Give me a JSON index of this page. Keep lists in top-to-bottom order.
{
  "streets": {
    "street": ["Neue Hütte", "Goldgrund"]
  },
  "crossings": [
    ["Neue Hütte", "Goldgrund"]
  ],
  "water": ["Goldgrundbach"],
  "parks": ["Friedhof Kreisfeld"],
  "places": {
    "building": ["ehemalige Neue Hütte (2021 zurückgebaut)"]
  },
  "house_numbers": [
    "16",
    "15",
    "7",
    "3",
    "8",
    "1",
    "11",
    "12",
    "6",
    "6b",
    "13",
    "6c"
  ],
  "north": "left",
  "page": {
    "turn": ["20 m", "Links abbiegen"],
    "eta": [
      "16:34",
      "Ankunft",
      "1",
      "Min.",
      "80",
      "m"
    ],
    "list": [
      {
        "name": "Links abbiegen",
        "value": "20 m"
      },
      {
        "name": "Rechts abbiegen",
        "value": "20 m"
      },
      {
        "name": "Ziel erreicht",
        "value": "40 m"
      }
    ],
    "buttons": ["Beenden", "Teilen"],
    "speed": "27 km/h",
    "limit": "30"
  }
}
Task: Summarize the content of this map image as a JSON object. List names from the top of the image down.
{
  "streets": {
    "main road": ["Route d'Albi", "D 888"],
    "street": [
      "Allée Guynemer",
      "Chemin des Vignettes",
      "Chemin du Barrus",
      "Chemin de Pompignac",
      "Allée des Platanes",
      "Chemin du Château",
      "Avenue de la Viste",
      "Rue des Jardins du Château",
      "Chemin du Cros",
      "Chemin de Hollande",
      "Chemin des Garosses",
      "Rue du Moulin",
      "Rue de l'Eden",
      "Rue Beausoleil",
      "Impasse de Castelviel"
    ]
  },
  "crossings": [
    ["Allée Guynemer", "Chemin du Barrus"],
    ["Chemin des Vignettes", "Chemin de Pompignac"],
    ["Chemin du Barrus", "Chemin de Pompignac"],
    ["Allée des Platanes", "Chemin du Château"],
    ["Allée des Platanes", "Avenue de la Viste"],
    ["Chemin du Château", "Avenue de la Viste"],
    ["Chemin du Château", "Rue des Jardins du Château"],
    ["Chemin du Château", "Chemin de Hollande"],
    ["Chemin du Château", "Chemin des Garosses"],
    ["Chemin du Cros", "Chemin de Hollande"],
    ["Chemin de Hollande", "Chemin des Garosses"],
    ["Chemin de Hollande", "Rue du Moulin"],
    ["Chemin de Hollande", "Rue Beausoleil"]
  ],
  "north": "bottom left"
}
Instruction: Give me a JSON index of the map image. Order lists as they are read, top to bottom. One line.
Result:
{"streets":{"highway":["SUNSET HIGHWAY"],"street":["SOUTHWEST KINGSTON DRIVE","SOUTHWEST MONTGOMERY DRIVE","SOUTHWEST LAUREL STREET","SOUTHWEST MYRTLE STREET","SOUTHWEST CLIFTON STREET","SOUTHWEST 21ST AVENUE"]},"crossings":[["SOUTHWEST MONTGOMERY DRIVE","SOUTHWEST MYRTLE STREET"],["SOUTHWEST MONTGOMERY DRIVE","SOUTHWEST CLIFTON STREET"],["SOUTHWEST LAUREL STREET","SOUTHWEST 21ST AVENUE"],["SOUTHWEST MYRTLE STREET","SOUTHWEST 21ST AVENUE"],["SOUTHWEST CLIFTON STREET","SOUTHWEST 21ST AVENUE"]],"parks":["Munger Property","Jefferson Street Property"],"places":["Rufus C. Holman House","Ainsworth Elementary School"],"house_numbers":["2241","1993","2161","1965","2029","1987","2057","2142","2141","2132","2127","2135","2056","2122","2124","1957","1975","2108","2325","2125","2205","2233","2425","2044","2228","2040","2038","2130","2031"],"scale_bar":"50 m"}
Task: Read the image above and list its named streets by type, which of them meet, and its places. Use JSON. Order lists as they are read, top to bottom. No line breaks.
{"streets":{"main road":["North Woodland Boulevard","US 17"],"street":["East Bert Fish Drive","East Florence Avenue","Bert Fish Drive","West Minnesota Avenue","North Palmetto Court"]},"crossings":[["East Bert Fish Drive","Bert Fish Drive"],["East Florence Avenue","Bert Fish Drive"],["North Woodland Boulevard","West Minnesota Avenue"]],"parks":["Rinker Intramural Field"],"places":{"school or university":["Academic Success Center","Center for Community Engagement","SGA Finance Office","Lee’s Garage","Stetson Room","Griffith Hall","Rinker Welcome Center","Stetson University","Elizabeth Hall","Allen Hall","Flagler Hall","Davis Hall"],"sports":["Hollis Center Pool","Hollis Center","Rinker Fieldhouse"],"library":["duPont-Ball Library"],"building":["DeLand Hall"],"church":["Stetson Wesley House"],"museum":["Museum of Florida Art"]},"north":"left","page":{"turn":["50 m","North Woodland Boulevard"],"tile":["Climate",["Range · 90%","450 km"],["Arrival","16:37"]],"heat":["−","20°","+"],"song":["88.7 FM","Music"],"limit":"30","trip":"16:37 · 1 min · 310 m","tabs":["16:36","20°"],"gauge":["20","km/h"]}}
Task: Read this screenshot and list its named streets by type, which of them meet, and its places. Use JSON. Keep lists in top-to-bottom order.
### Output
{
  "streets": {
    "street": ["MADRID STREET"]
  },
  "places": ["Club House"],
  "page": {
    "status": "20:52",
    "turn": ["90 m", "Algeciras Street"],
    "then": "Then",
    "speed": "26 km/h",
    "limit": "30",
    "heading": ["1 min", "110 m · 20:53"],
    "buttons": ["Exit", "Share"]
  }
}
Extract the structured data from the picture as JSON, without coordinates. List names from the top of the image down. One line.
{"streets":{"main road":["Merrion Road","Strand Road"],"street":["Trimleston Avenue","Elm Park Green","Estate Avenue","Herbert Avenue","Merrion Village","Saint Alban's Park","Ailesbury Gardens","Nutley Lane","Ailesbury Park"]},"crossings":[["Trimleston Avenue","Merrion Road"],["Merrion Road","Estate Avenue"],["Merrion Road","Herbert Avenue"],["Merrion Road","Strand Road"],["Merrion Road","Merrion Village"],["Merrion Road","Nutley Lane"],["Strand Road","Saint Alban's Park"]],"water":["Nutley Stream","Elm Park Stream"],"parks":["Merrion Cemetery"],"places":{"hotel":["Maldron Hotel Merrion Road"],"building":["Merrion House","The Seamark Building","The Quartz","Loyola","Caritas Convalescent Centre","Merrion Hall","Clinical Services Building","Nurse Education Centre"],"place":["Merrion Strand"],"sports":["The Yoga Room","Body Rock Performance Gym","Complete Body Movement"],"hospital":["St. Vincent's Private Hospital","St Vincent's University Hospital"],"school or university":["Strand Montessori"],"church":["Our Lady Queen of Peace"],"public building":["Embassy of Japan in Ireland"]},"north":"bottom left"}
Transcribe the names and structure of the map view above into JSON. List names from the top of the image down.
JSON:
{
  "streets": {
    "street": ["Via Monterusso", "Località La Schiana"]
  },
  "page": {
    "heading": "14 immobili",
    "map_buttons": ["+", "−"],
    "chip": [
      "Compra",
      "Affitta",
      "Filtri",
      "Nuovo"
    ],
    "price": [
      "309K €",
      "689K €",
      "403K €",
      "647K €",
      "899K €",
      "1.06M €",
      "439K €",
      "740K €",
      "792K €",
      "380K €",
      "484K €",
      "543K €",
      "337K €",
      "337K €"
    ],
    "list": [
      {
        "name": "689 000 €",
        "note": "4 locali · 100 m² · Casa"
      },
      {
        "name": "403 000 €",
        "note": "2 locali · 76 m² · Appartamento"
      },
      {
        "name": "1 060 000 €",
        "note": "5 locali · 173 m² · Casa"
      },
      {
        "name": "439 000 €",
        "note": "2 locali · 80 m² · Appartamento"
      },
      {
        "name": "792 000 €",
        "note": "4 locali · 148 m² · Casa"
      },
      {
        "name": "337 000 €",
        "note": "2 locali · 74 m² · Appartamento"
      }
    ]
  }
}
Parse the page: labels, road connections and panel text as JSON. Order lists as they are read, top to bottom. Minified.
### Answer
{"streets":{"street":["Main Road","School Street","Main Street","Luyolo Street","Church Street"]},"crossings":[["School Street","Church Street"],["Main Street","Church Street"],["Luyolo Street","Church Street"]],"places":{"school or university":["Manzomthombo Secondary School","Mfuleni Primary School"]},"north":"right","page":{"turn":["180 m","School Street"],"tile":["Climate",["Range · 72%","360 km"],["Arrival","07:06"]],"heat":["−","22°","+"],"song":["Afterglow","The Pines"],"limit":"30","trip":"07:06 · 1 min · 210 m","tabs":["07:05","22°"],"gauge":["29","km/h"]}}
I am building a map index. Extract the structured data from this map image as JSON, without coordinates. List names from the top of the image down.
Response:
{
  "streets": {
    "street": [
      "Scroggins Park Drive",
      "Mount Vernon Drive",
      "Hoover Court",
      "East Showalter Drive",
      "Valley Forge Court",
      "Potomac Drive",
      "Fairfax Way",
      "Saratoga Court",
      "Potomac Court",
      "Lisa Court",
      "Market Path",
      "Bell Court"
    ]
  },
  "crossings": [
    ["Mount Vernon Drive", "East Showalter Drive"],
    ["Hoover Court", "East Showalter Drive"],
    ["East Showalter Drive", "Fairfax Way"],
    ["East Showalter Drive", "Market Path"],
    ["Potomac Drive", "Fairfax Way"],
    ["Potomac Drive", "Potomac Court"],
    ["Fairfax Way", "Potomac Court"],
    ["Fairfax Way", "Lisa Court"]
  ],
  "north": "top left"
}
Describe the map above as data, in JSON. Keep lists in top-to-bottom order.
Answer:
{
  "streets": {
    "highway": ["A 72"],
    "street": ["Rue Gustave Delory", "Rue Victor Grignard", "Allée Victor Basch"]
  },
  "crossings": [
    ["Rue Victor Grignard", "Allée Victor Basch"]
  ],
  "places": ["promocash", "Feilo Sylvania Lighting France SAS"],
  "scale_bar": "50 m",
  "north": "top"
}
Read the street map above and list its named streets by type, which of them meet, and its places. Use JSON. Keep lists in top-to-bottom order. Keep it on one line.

========================================

• **What to do**: Beginning at the line that contains "Describe the map" and ending at the last line above, copy each line without any change.

• **Solution below**:
Describe the map above as data, in JSON. Keep lists in top-to-bottom order.
Answer:
{
  "streets": {
    "highway": ["A 72"],
    "street": ["Rue Gustave Delory", "Rue Victor Grignard", "Allée Victor Basch"]
  },
  "crossings": [
    ["Rue Victor Grignard", "Allée Victor Basch"]
  ],
  "places": ["promocash", "Feilo Sylvania Lighting France SAS"],
  "scale_bar": "50 m",
  "north": "top"
}
Read the street map above and list its named streets by type, which of them meet, and its places. Use JSON. Keep lists in top-to-bottom order. Keep it on one line.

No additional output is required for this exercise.